In December 2024, soldiers detained four Afro-Ecuadorian kids, the youngest of them 11. They were never seen alive again, but their charred bodies were found on December 24. The military denied any involvement but backtracked once security camera footage surfaced showing the arrest. Since then, they’ve admitted that the kids were picked up on suspicion of robbery but claimed they were later released alive.
There was no evidence linking the boys to a robbery and no record of them being released to the proper juvenile authorities. A judge has ruled that the kids were forcibly disappeared by the state and ordered an investigation, but the Ministry of Defense responded to her ruling with political threats.
The incident, known as the Malvinas Case, rocked Ecuador.

“The worst thing is that there are many more cases of children forcibly disappeared, their mothers are still looking for them,” Daisy Cornejo, a police officer, said while rocking a stroller with her infant son. “I am also a mother, and I would be devastated to not know where my child is.”
Experts confirm that the Malvinas Case is just the most visible in a slew of human rights violations, arbitrary detentions, prison torture, and forced disappearances since the internal state of conflict began a year ago.
“The problem is that society is so polarized that anyone who defends human rights is also [seen as] a criminal,” said a researcher who works in Ecuador’s prisons and asked to remain anonymous for fear of losing her job. “The point is… no one cares.”
“Something’s Gotta Give”
Noboa has capitalized on this polarization to expand his own power, first bending, then breaking what’s permissible under the constitution.
Judges have repeatedly ruled his internal conflict against the gangs unconstitutional as well as his repeated suspensions of vice-president Verónica Abad from office. In January, when Ecuador’s campaign season officially began, Noboa was obligated to transfer power to Abad. He refused to do so, violating both the constitution and campaign laws.
The CNE has been slow to respond and other state institutions have refused to weigh in at all. And though some voters are weary of this creeping authoritarianism, others willingly embrace it.
“Yes, he broke constitutional norms. But our constitution is trash, written by a leftist madman,” Luna said referring to Correa.
Given the slew of crises facing Ecuador, few of those who spoke to OffMap Media saw democracy as a top priority. Aside from security, economic growth seemed the most important issue to voters.

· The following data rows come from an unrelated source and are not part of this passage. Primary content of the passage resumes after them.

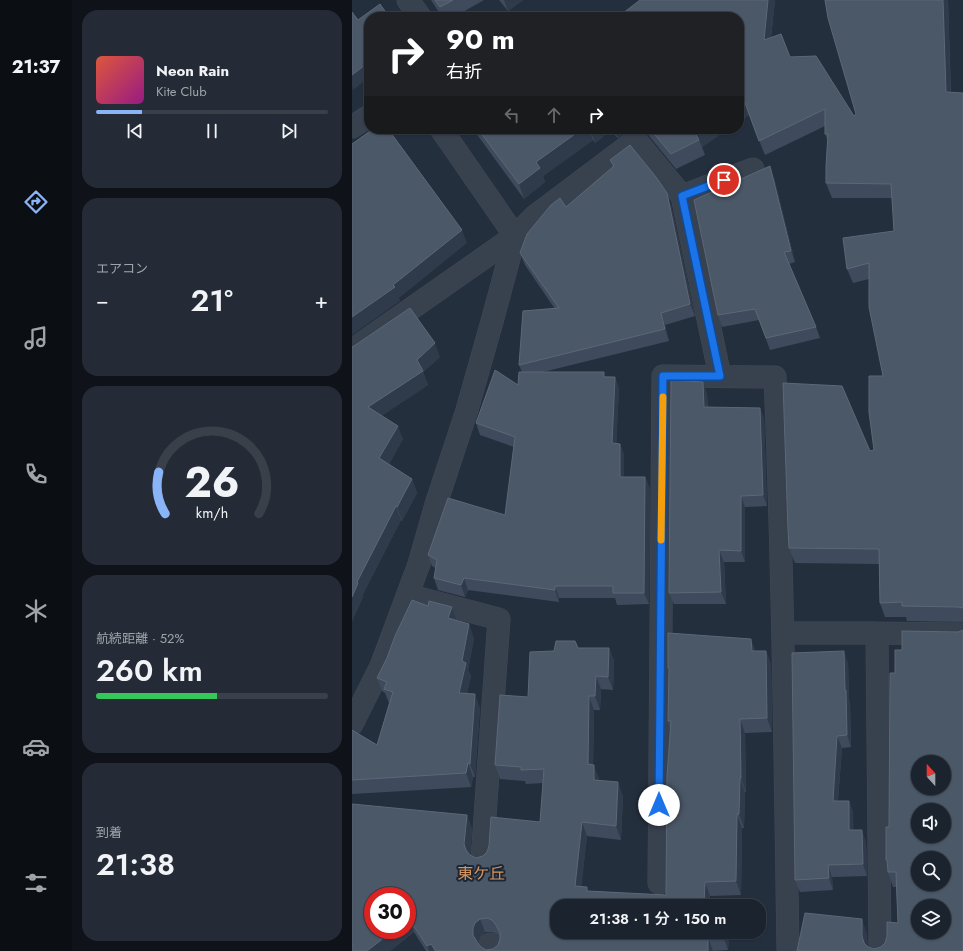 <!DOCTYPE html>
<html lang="ja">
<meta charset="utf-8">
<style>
:root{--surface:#1b232e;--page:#242b36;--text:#f1f3f6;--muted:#a0a4aa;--line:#39404a;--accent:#8ab4f8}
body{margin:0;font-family:Jost,"Noto Sans JP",sans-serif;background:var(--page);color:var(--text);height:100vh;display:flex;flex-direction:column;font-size:15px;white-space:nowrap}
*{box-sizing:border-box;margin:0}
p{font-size:13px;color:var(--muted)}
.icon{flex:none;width:22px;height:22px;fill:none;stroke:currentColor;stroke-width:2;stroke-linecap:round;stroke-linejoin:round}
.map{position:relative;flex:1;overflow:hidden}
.side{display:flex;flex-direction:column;gap:10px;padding:10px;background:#0f1319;width:280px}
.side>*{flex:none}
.hud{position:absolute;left:12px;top:12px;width:380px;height:122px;border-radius:16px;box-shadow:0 1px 3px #0004,0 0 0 1px var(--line);background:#202124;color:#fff;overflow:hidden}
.needle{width:26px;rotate:339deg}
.buttons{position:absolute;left:559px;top:755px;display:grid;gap:8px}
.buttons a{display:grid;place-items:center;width:40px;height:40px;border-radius:50%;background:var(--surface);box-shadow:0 1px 3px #0004,0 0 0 1px var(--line);font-size:20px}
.speed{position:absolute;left:12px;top:887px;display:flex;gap:8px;font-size:20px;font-weight:700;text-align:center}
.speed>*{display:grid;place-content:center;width:52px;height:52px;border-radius:50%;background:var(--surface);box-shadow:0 1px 3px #0004,0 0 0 1px var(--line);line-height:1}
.speed .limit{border:6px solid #d22;background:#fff;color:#111}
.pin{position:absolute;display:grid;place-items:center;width:34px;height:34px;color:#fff;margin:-17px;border:2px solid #fff;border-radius:50%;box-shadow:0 1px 4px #0007}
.me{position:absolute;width:44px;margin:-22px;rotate:0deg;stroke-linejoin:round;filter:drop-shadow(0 0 3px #0008)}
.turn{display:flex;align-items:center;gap:14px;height:84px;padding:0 16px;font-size:18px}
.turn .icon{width:52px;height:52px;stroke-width:2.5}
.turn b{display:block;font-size:28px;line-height:34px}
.lanes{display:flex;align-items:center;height:38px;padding:0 16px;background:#0003;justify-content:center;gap:20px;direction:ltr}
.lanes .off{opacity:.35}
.big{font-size:30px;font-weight:600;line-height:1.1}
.side .card{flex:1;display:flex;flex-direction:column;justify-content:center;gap:6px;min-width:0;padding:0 14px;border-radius:16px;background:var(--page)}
.side .dial{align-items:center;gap:0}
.dial svg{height:104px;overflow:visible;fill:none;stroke:var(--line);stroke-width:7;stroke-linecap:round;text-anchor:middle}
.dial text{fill:var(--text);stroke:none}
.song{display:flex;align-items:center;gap:12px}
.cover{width:48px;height:48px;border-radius:6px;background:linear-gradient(135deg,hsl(10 70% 55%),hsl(310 70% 35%))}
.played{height:4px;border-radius:2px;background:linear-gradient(90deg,var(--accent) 20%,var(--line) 20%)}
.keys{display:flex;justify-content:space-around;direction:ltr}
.heat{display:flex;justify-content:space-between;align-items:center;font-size:22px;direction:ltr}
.charge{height:6px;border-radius:3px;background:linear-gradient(90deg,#34c759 52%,var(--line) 0)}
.trip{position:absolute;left:198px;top:899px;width:216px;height:40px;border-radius:16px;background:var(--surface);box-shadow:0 1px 3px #0004,0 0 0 1px var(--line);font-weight:600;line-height:40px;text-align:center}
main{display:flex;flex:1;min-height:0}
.tab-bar{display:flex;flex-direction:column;width:72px;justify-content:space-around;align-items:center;background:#0b0e12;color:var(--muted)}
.tab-bar .icon{width:28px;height:28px}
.tab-bar .on{color:var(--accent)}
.tab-bar b{font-size:18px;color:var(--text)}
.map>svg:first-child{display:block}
</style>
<main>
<nav class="tab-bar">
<b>21:37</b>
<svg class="icon on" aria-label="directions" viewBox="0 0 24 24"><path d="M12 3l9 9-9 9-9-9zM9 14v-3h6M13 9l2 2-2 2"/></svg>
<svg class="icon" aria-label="music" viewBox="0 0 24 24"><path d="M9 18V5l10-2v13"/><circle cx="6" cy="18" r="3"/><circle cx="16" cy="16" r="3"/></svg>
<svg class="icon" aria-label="phone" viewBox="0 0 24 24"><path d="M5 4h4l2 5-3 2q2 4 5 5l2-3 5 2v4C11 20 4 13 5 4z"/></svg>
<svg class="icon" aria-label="climate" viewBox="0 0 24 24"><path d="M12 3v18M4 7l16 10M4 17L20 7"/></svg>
<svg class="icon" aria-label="car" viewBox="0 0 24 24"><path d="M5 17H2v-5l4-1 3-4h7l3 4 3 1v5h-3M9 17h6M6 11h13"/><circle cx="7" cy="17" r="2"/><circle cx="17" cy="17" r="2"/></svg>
<svg class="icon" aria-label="filters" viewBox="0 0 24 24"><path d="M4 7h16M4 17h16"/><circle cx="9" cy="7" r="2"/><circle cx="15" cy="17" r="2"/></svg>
</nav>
<section class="side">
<div class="card">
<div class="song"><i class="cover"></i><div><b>Neon Rain</b><p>Kite Club</p></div></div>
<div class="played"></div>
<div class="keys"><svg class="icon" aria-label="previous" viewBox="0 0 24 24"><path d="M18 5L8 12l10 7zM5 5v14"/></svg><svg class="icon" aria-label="pause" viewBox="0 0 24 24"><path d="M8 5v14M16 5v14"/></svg><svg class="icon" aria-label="next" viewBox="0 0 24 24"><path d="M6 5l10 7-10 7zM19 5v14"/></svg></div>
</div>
<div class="card"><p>エアコン</p>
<div class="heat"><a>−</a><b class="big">21°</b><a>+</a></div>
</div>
<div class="card dial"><svg viewBox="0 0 100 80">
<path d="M14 69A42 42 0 1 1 86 69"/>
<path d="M14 69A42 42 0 0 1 9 37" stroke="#8ab4f8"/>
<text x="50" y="56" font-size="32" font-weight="700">26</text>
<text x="50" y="72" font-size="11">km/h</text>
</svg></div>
<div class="card"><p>航続距離 · 52%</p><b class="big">260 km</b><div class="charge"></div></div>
<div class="card"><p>到着</p><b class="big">21:38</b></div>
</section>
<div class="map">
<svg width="611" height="951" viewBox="0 0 611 951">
<rect width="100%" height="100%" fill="#242f3e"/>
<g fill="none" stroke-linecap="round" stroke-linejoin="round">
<g stroke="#414a57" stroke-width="23">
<path id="minor" d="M56,0L68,17
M0,127L17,116
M330,196L368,376
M0,350L163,236L183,216L284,140L330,196L401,169
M56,595L147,619L130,859
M431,633H525L611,634
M525,633L528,951
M0,724L29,666L67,564L85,501L115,410L141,318L163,236L89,129
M307,883L311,376L423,377C431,568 433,760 436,951
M138,944L141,951"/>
</g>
<use href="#minor" stroke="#38414e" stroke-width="22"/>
</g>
<path fill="#3f4b5c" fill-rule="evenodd" d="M79,0H132L102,17H90Z
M147,0H171L156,11Z
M423,0L419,38L438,57L502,116L504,114L473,0H596L599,93H611V622L555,621L554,617H533L528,603L527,564L443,563L437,548L518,451L522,450L531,376L517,279L501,283L495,269L542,231L540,198H480L474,183L476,141L473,134V126L413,155L397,115L387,122V17Z
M121,129H279L277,130L266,138L258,131L243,143L241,140L191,176L193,182L172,199Z
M290,129H376L350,147L353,155L324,169L294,132Z
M258,160L319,205L343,316L313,325L317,341L191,372L263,377L267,389L264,443L268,444L272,455V477H293L298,489L297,604L265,605L263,598H207V602L116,590L113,597L86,590L82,578L84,568L80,566L76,555L153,515L162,447L128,435L124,423L166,385L170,372L167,365L203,309L173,265L168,253L214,207L261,167Z
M422,178L443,262L437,264L464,327L468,338L418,350L407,320L370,327L366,315Z
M0,347L88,357L71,372L76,385L29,416L51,439L37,464L60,479L65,493L50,521L49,520L11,594V597L0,621Z
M351,382L355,394L356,407L408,408L412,419L415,506L393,507V562H372L374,604H322L317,593Z
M76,606L100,607L105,621L122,638L116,670L119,676L115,693L128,708L123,777H121L119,787L0,794V730L25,745L37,703L33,693L30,691L25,678Z
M606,632L611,951H445L515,934V946L522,949L529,947L533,943L546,923L544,887H541L536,872V863L534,860L537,827L543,673L550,650Z
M226,648H257L262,661L261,690L249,689L248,710H242L241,765L247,779V781L271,796L269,840L235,836L229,887L237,891L314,895L318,729L316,721L317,670L316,668L404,651H414L419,665L420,732L393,733L394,792H393L392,828H390L389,895L358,896L357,904L205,932H377L376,950L361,951H74L62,932L38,951L115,815L120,829L118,855L124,858L131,856L188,822L191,783L174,784L173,781L148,779L143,765L176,697L202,651ZM133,932H140L145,934L148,937V939L146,945L141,949L134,950L129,947L126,944V942L128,937Z
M496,663L497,699L498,702L499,747L490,748L486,801H497L501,812V830L514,842L515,876L480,877L481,890L448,892L443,880Z"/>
<path fill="#2f3b4b" d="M152,0H171L156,11Z
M416,0H423L417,55L412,40Z
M591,0H596L599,107L594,92Z
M17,62V77L1,90L0,86V75Z
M392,100L397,115L387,122V104Z
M230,129H237L241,140L191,176L193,182L172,199L167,184L184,162Z
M238,129H258V131L243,143Z
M262,129H277V130L266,138Z
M349,129H376L350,147L347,140L343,133Z
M418,166L422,178L443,262L439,251Z
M315,193L319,205L343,316L338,304Z
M110,230L115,243L47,298L48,301L0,335V317Z
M309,313L313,325L317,341L313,329Z
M83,343L88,357L71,372L76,385L21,421L16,407L65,360Z
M263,377L267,389L264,454L260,443Z
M351,382L355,394L356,419L352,407Z
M408,408L412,419L415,506L411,495Z
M46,426L51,439L32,472L27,458Z
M268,444L272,455V489L268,477Z
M293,477L298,489L297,604L292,593Z
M60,479L65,493L50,521L45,507Z
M389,496L393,507V562L389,551Z
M44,506L49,520L11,594V597L0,621V597L5,582Z
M367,550L372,562L374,604L369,592Z
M112,578L116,590L113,597L109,585Z
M203,586L207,598V602L203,590Z
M100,607L105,621L96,618Z
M117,624L122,638L116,670L119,676L112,707L107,693L110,661Z
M399,639L404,652L400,651Z
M257,648L262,661L261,690L256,677Z
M414,651L419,665L420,732L415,718Z
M492,651L496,663L497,699L498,702L499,747L495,735L493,690Z
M244,676L249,689L248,710L243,696Z
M123,694L128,708L123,777L118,764Z
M237,696L242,710L241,778L236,764Z
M388,719L393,733L394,792L389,778Z
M485,736L490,748L485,813L481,801Z
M116,763L121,777L119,787L114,773Z
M242,765L247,779V794L242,780Z
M388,778L393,792L392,828L387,814Z
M266,782L271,796L269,840L264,826Z
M497,801L501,812L502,842L497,830Z
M385,814L390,828L389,895L384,881Z
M115,815L120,829L118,858L114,850L112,844Z
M230,822L235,836L228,900L223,886Z
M510,830L514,842L515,876L511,864Z
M476,865L480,877L481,890L477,878Z
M353,882L358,896L357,906L352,903Z
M57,919L62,932L38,951H15L42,930H55V920Z
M128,919L133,932L128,937L126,942V949L121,935V928L123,923Z
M510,919L515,934L516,951L510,936Z
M371,932H377L376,950L371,936Z
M356,937L361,951H356Z
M79,944L82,951H77L75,946Z"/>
<path fill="#4b5868" stroke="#5c6777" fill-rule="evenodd" d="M83,0H101L88,7Z
M288,0H416L412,40L429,34L438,57L464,56L502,116L504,114L476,18L473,0H591L594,92L611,93V608L606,607L550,606V602L528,603L527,549L437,548L436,529L431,383L490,386L518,451L522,450L517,412V376H531L517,307V263L495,269L491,238L542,231L539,184L474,183V167L476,134H473V109L407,141L392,100L387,104V17H266Z
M28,4L37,17H17V62L0,75V12L6,20Z
M21,129H36L110,230L41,285L43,287L0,317V144Z
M126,129H230L184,162L188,168L167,184Z
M298,129H349L343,133L347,140L319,154Z
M278,145L304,177L315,193L338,304L309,313L313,329L167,365L171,311L207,308L168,253L175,234L199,205L208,198L214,207L262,166L258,160Z
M418,166L439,251L432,252L464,327L414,338L403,309L366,315L342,200Z
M58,308L83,343L65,360L71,371L16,407L46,426L27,458L60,479L45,507L44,506L5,582L6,583L0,597V347L2,346Z
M143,370L166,385L167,372H252V377H263L260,443L268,444V477H293L292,593H261V586H203V590L112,578L109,585L82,578L85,560L76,555L96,498L153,515L163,437L124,423Z
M319,380L351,382L352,407L408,408L411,495L389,496V551L367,550L369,592L317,593Z
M60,600L76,606L77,601L100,607L96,618L117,624L110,661L114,663L107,693L123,694L118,764L116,763L114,773L0,780V730L25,745L41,692L32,689L35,682L25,678L35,658L43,636Z
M611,630V951H445L453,913L510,919V936L512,943L516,947L522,949L529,947L533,943L535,936V922L546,923L544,872H536L535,860H534V827H537L538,673H543V650H550V631L606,632ZM566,762H592V788H566ZM566,810H592V836H566ZM566,858H592V884H566ZM566,906H592V932H566Z
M316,633L399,639L400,651H414L415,718L388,719L389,778H388L387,814H385L384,881L353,882L352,903L372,905V906H205V932H371V936L356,937V951H84L79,944L75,946L57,919L55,920V896H21V930H42L15,951H0V804L115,815L112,844L114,850L118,855L124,858L131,856L135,852L137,846L139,817L188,822L192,769L169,770V767L143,765L148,695L176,697L178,652L202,651L204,641H223L226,648H257L256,677L244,676L243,696H237L236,764L242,765V780L266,782L264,826L230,822L223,886L235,887V891L314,895L315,776L319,721H316L317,668H316ZM135,918L140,920L144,925L148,933V939L146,945L141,949L134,950L129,947L125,942L121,935V928L123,923L128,919Z
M492,651L493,690H494L495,735L485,736L481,801H497V830H510L511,864L476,865L477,878L443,880L440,653Z"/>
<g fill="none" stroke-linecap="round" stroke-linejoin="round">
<g stroke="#114b97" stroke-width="10">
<path id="route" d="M307,805L311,376H368L330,196L372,180"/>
</g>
<use href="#route" stroke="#1a73e8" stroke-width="7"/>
<path stroke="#f59e0b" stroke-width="7" d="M309,540L311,397"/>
</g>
<g text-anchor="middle" stroke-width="4" stroke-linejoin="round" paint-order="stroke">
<g font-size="16" fill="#d59563" stroke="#1d2633">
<text x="129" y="879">東ケ丘</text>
</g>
</g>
</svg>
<div class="buttons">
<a><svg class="needle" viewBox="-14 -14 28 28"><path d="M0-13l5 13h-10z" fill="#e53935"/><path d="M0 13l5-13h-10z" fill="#a0a4aa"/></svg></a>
<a><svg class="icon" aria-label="sound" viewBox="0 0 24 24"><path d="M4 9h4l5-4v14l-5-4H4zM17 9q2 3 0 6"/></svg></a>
<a><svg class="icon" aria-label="search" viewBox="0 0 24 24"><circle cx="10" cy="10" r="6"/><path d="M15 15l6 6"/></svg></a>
<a><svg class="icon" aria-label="layers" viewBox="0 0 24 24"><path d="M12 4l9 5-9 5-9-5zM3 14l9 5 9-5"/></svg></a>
</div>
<div class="speed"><div class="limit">30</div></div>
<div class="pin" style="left:372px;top:180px;background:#d93025"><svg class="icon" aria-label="arrive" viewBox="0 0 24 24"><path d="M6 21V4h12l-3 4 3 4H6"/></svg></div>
<svg class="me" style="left:307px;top:805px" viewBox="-20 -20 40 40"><circle r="19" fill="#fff"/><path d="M0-13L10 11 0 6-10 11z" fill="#1a73e8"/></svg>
<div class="trip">21:38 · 1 分 · 150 m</div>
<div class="hud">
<div class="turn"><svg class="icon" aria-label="right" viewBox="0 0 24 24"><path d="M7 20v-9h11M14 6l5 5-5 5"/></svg><div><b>90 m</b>右折</div></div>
<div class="lanes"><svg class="icon off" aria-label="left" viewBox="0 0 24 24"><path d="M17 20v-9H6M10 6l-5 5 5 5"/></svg><svg class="icon off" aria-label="ahead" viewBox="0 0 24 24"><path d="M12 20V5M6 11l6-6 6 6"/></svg><svg class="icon" aria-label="right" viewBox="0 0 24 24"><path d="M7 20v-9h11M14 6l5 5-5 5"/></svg></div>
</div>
</div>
</main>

“Something’s gotta give. I’m voting to change this government” Marizela Carrion, who works in tourism, said. “We have nothing. Not education, not social benefits, not security. Nothing. Noboa has no idea what he’s doing.”
Since 2017, Ecuador has had the worst-performing economy in South America, according to a 2023 CEPR study, which found that poverty and inequality reached their highest levels in more than a decade even before the COVID pandemic pummeled the nation.
In 2024, unseasonable dry spells and a decade of infrastructural neglect collided, throwing the country into literal and metaphorical darkness with rolling blackouts that lasted up to 14 hours a day. Noboa’s administration was caught unprepared and has been slow to respond. Many small and medium-sized businesses shut down, further depressing an already reeling economy.
As of February 9, None of the candidates had presented concrete, financially viable plans to confront this — or any of Ecuador’s other looming challenges.
“I expected a candidate who could lead,” the vendor Sanchez said. “But none of them could explain their plan [for the country]. They just threw cheap shots at each other,” she concluded.
*A previous version of this story incorrectly stated that January was Ecuador’s most violent month on record. It is Ecuador’s most violent January on record (compared to other Januaries).